Por John Jaime Estrada González*

Es ya un lugar común para todos los que trasegamos el mundo de la literatura, que ésta puede tratar todos los temas habidos o por haber e incluso, los que algunos suelen llamar los más serios, sin dejar de ser literatura. Nunca exigirá como lo hace la ciencia, que se le tome ciento por ciento en serio; puesto que el espacio para la ficción, la invención y el juego, son inherentes a la creación literaria. Siempre fue así durante los siglos aunque la formulación teórica de este principio llegara en el siglo XX. Cuando Octavio Paz comentaba a Borges le sorprendía que sus cuentos pudieran ser leídos como ensayos y sus ensayos como cuentos.

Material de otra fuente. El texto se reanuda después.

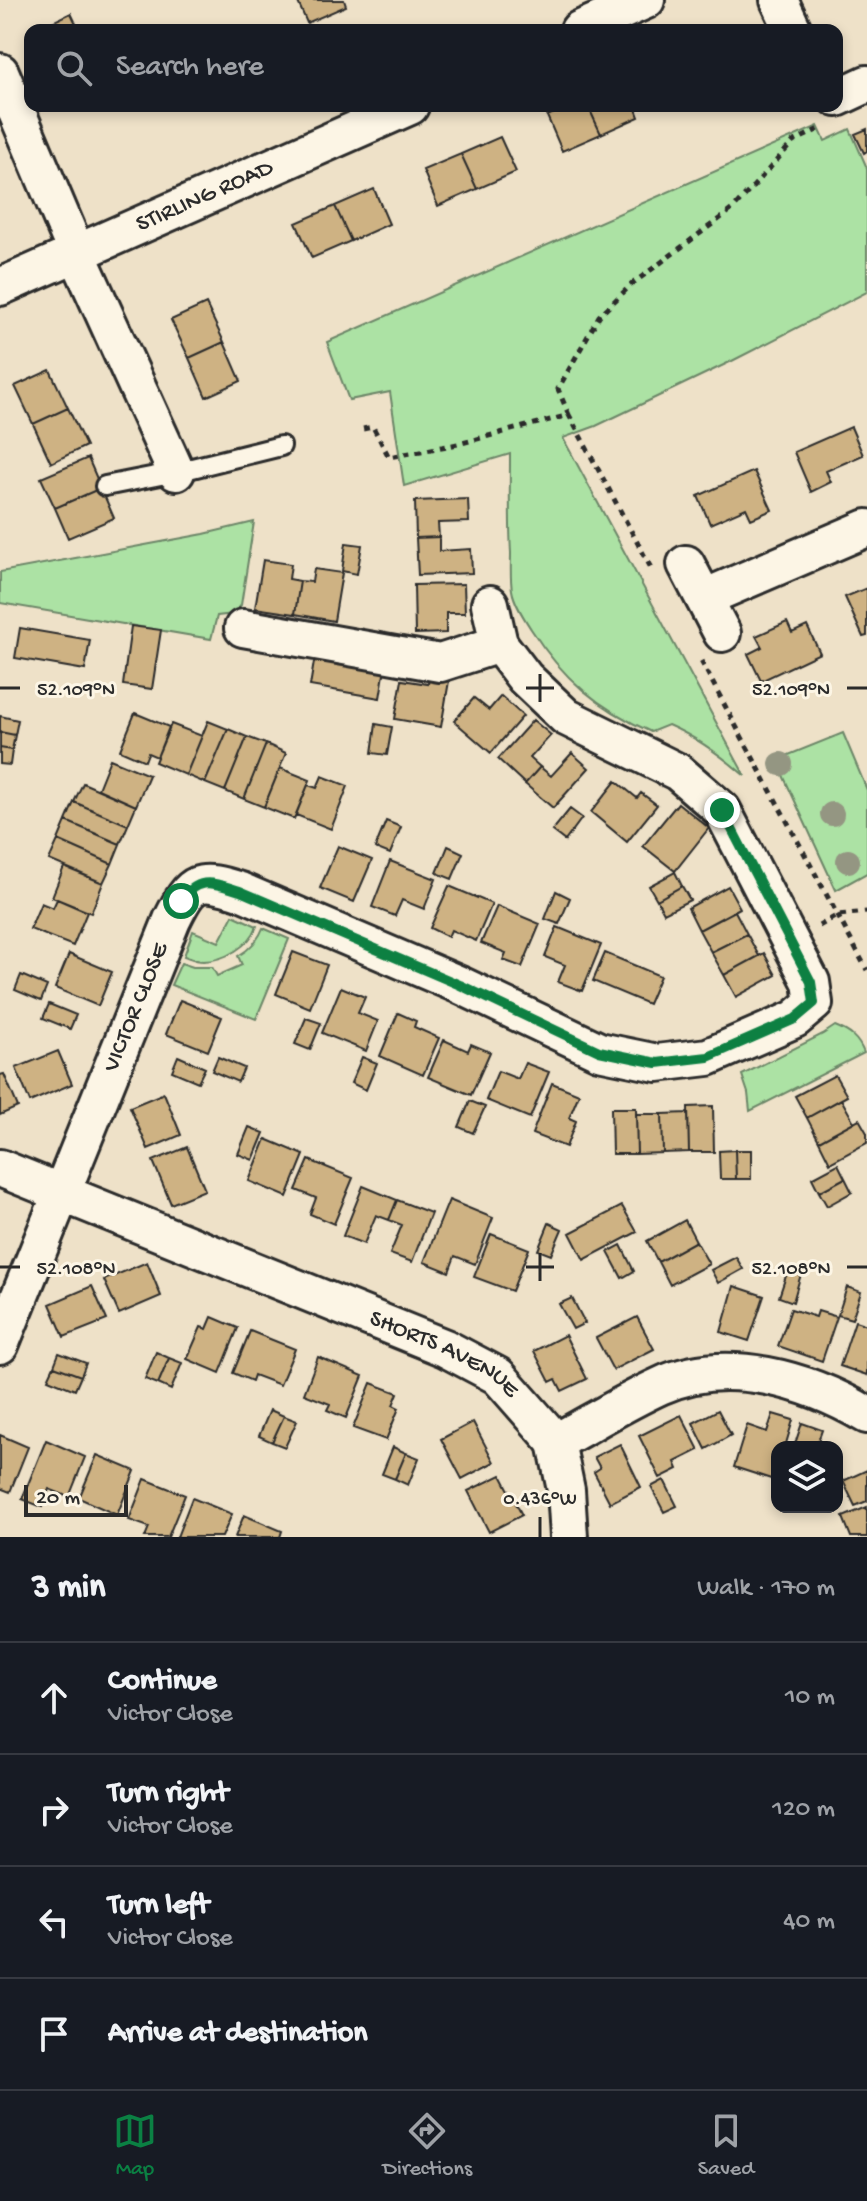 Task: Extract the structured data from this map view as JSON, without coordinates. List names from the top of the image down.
{
  "streets": {
    "street": ["STIRLING ROAD", "VICTOR CLOSE", "SHORTS AVENUE"]
  },
  "crossings": [
    ["VICTOR CLOSE", "SHORTS AVENUE"]
  ],
  "scale_bar": "20 m",
  "page": {
    "search": "Search here",
    "scale": "20 m",
    "heading": ["3 min", "Walk · 170 m"],
    "list": [
      ["Continue", "Victor Close", "10 m"],
      ["Turn right", "Victor Close", "120 m"],
      ["Turn left", "Victor Close", "40 m"],
      "Arrive at destination"
    ],
    "nav": ["Map", "Directions", "Saved"]
  },
  "coordinates": ["52.109°N", "52.108°N", "0.436°W"]
} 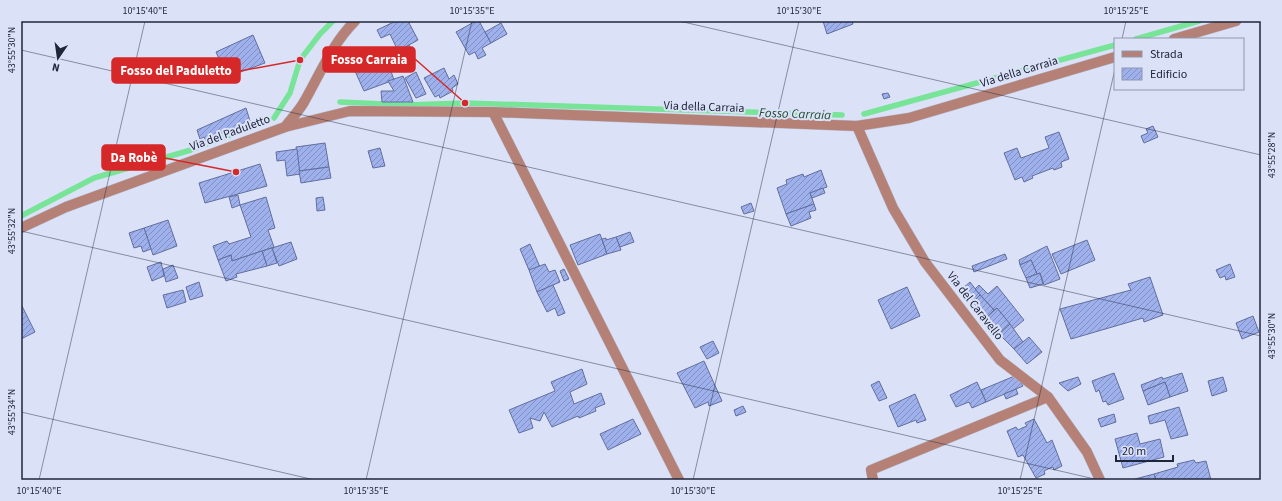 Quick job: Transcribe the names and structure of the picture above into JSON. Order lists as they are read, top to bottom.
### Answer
{
  "streets": {
    "street": ["Via della Carraia", "Via del Paduletto", "Via del Caravello"]
  },
  "crossings": [
    ["Via della Carraia", "Via del Paduletto"],
    ["Via della Carraia", "Via del Caravello"]
  ],
  "water": ["Fosso Carraia"],
  "places": ["Fosso del Paduletto", "Fosso Carraia", "Da Robè"],
  "legend": ["Strada", "Edificio"],
  "scale_bar": "20 m",
  "north": "bottom",
  "coordinates": [
    "10°15'40\"E",
    "10°15'35\"E",
    "10°15'30\"E",
    "10°15'25\"E",
    "43°55'30\"N",
    "43°55'28\"N",
    "43°55'32\"N",
    "43°55'34\"N"
  ]
} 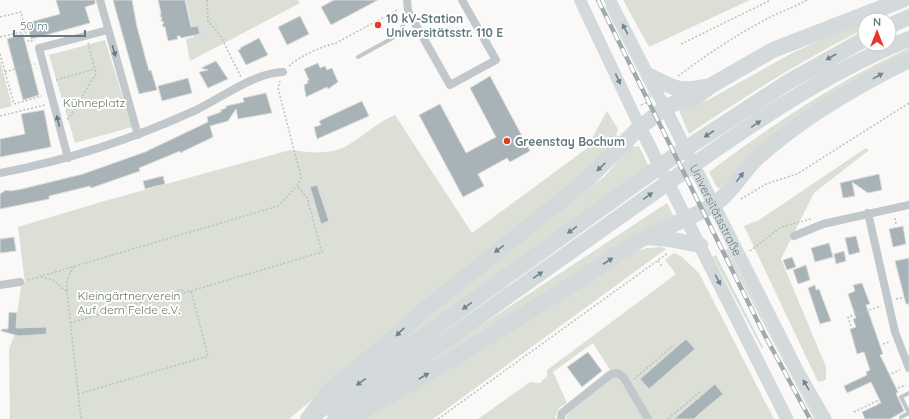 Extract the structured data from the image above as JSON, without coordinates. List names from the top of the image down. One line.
{"streets":{"main road":["Universitätsstraße"]},"parks":["Kühneplatz","Kleingärtnerverein Auf dem Felde e.V."],"places":["10 kV-Station Universitätsstr. 110 E","Greenstay Bochum"],"scale_bar":"50 m","north":"top"}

Esa sorpresa era anterior a Borges, pertenecía a la literatura y un buen escritor sabe jugar con ella.

Hay escritores, siempre los habrá, que no pierden oportunidad para decir a sus lectores que lo que leen en sus obras es ficción, que se trata de literatura. Porque el peso de lo escrito fue el determinante una vez que la cultura oral fue sobreseída. A pesar de ello, no consiguen disipar el espectro de la duda y seguramente esto podrá suceder con el lector de La forma de las ruinas. La maestría de un escritor será capaz de hacer creíble lo que pareciera increíble. Pero es la vida misma la que tiene más poder que la pluma. Por eso puede arrollar con lo increíble y hacerlo realidad; en esto la vida supera a la literatura, de allí que Antonio Machado insistía en que la literatura nace y se aprende en las cantinas y en Juan Gabriel Vásquez ¡sí que abundan los bares y cantinas! Parece que en ellos se tejen sus obras y sin casualidad alguna, se tejieron los magnicidios de la historia de Colombia.

Todos conocemos el recurso de los comerciantes de la realidad, los agobiantes noticieros, que recurren a la frase de cajón, «la siguiente noticia parece salida de un cuento de terror» o «parece salida de un cuento de hadas», «es una escena casi dantesca.» Con referencias de ese estilo suelen salvar los límites entre lo verosímil y lo inverosímil, ¿por qué apelan a la literatura? ¿No hay algo diferente a la literatura para contraponer al absolutismo de la realidad? Esa manipulación de la literatura se ha hecho otro lugar común. Hoy en los paratextos —y La forma de las ruinas no es una excepción— se suele advertir, palabras más, palabras menos, que los personajes y hechos de la obra son ficción, las coincidencias con la realidad histórica son sólo eso, meras coincidencias.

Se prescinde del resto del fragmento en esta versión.